Part I: The Hidden Variable
Growth theory has a hole in it. For half a century, economists have measured the contributions of capital and labor to output and consistently found that these two factors explain only a fraction of what economies actually produce. The remainder, often amounting to half or more of total growth, gets attributed to a residual called "technology" or "total factor productivity," but the residual is not an explanation; it is a confession of ignorance dressed in Greek letters.
What might the residual conceal? A heterodox tradition running from Frederick Soddy through Nicholas Georgescu-Roegen to Robert Ayres has long argued that the missing variable is energy, specifically energy converted into useful work. When this conversion is modeled explicitly, the residual shrinks dramatically, and what looked like technological magic reveals itself as thermodynamic accounting.

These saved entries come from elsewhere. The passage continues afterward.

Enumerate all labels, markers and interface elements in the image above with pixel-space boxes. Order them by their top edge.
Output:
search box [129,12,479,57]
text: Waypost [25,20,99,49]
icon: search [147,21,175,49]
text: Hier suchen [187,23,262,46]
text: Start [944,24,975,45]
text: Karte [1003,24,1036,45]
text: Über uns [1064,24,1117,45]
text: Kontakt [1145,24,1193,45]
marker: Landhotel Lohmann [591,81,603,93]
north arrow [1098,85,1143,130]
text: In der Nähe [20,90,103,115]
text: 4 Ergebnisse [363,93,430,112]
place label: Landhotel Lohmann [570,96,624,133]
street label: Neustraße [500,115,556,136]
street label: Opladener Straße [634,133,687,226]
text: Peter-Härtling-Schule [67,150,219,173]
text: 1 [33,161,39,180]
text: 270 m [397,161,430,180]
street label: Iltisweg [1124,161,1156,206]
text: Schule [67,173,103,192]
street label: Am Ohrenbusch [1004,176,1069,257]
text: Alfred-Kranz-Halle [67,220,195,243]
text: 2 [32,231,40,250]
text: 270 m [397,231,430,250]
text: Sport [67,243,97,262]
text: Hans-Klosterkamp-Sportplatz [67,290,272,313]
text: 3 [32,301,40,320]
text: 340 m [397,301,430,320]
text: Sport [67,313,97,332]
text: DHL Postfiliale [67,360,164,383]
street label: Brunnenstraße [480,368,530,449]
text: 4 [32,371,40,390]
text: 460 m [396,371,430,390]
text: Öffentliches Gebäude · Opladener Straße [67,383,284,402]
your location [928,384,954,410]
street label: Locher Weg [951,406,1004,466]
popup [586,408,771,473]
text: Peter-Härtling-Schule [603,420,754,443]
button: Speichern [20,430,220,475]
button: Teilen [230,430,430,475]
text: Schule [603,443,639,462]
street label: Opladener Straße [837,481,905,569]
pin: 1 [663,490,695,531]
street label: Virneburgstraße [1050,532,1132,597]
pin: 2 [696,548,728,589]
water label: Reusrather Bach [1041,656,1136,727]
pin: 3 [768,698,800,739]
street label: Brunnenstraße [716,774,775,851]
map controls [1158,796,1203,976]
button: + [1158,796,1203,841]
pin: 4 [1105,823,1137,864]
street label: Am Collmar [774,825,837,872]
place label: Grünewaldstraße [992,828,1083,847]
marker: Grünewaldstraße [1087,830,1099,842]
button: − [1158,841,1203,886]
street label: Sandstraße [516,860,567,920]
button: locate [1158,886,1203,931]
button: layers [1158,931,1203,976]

This argument matters because it grounds everything that follows. If output depends on energy conversion in ways that standard models obscure, then a transition in how energy converts into economically useful form is not a minor adjustment to be absorbed by existing frameworks. It is a regime change of the type that reorders what counts as wealth, what commands margin, and where returns collect. The sections ahead trace this hidden variable from Soddy's radioactive economics through Solow's residual to Wrigley's account of England's escape from organic constraints. The destination by the end of Part I is a framework in which energy is not one input among many but the core substrate from which all inputs derive.